A facilities study, followed by a bond issue in 1986, led to the closing of the Pemberton High site, and the opening of a ninth-grade wing at Marshall High School. The addition reunited grades 9–12 and expanded the capacity of MHS to 2.000. The 44,420-square-foot addition opened to students on September 1, 1988.

A supplemental field house for baseball, cross-country, soccer, and tennis opened at the north end of Maverick Drive in December, 1988.

In 1993 came a 2,000-seat addition to Maverick Stadium, expanded the capacity to 9,000. A major expansion for the MHS band program came in the mid 1990s with a 2nd rehearsal hall, more practice space, a loading dock, and expanded storage. In the late 1990s MISD constructed what is widely considered one of the finest softball facilities in the state for the Lady Mavs.

All-weather turf was installed in Maverick Stadium in the summer of 2003 along with a new sound system and a digital scoreboard. In the spring of 2005 a state of the art weight and training center known as the Maverick Athletic Complex was opened for all MHS athletes thanks to the help of community donations and support from donors.

==Student demographics==
As of the 2012–13 school year, Marshall High had a total of 1,534 students (46.6% White, 39.7% African American, 12.9% Hispanic, 0.7% Asian/Pacific Islander, and 0.1% Native American). 44.4% of the students are considered economically disadvantaged.

==Athletics==
Student athletes are known as Mavericks and Lady Mavs. MHS competes the following sports: cross country, volleyball, football, basketball, powerlifting, swimming, soccer, golf, tennis, track, baseball, and softball. The Maverick football team has been playing for over 100 seasons, dating prior to 1900. They have been the longest running and most successful team for MHS.

===Football history===
The Mavericks have made it to the post-season playoffs 36 times since 1908 (114 years), winning the 5A Division I State Championship in 1990. Additional accomplishments are:
- State Finalists: 2004 (4A), 2005 (4A)
- State Semi-Finalists: 1926, 1928, 1989
- State Quarter Finalists: 1924, 1925, 1927, 1945, 1949, 1988, 1994, 2007, 2009, 2015
- Area Champions: 1993, 2014, 2018
- Bi-District Champions: 1929, 1995, 1996
- District Champions: 1908, 1920, 1943, 1944, 1951, 1952 (shared), 1962 (shared), 1966, 2017, 2019
- Additional Playoff Appearances: 1984, 2010, 2013, 2016

Other notable athletic achievements include the Maverick baseball team advancing to the state tournament and regionals, regional tournament appearances by the basketball and soccer teams, individual state championships in track and field, and several appearances at the state powerlifting championships.
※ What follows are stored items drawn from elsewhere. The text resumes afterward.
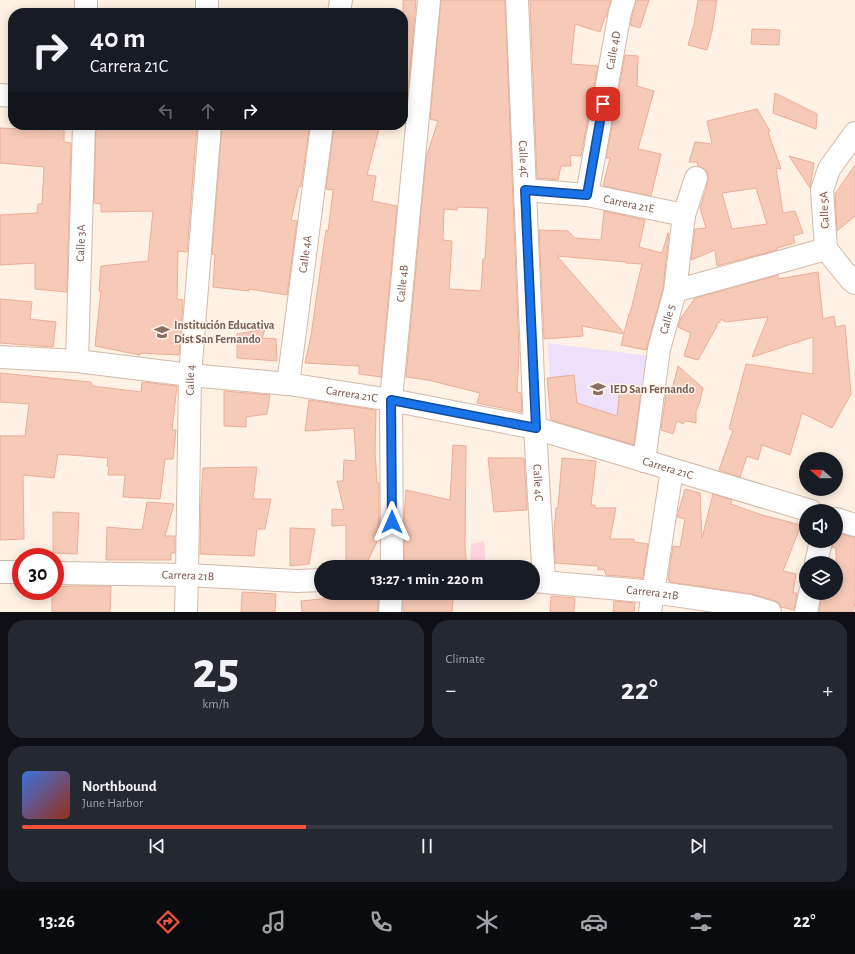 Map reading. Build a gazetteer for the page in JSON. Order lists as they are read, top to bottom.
{
  "streets": {
    "street": [
      "Calle 4D",
      "Calle 4C",
      "Carrera 21E",
      "Calle 5A",
      "Calle 3A",
      "Calle 4A",
      "Calle 4B",
      "Calle 5",
      "Calle 4",
      "Carrera 21C",
      "Carrera 21B"
    ]
  },
  "crossings": [
    ["Calle 4D", "Carrera 21E"],
    ["Calle 4C", "Carrera 21E"],
    ["Calle 4C", "Carrera 21C"],
    ["Carrera 21E", "Calle 5"],
    ["Calle 3A", "Carrera 21C"],
    ["Calle 4A", "Carrera 21C"],
    ["Calle 4B", "Carrera 21C"],
    ["Calle 5", "Carrera 21C"],
    ["Calle 4", "Carrera 21C"],
    ["Calle 4", "Carrera 21B"]
  ],
  "places": {
    "school or university": ["Institución Educativa Dist San Fernando", "IED San Fernando"]
  },
  "north": "left",
  "page": {
    "turn": ["40 m", "Carrera 21C"],
    "limit": "30",
    "trip": "13:27 · 1 min · 220 m",
    "tile": [
      ["25", "km/h"],
      "Climate"
    ],
    "heat": ["−", "22°", "+"],
    "song": ["Northbound", "June Harbor"],
    "tabs": ["13:26", "22°"]
  }
}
The most successful Lady Mav team has been the softball team, who advanced to the post season 17 times in the 19 years between beginning play in 1995 and 2013.

==Notable alumni==
- Robert Campbell (artist), a painter, poet, and publisher
- James Farmer, Pemberton High School
- Brea Grant, actor and writer
- Sam B. Hall, Judge of the United States District Court
- Elise Harmon (1909–1985), chemist and physicist
- Susan Howard, Actress
- Lady Bird Johnson, Wife of Lyndon B. Johnson and First lady
- Bill Moyers, former White house Press Secretary.
- Keith Sanderson (born 1975), sport shooter
- Terrance Shaw, former NFL cornerback
- Y. A. Tittle, former NFL quarterback
- George Foreman, American
- Tahj Washington, NFL wide receiver for the Miami Dolphins
- Savion Williams, NFL wide receiver for the Green Bay Packers
- Odell Beckham Sr. Father of NFL Receiver Odell Beckham Jr.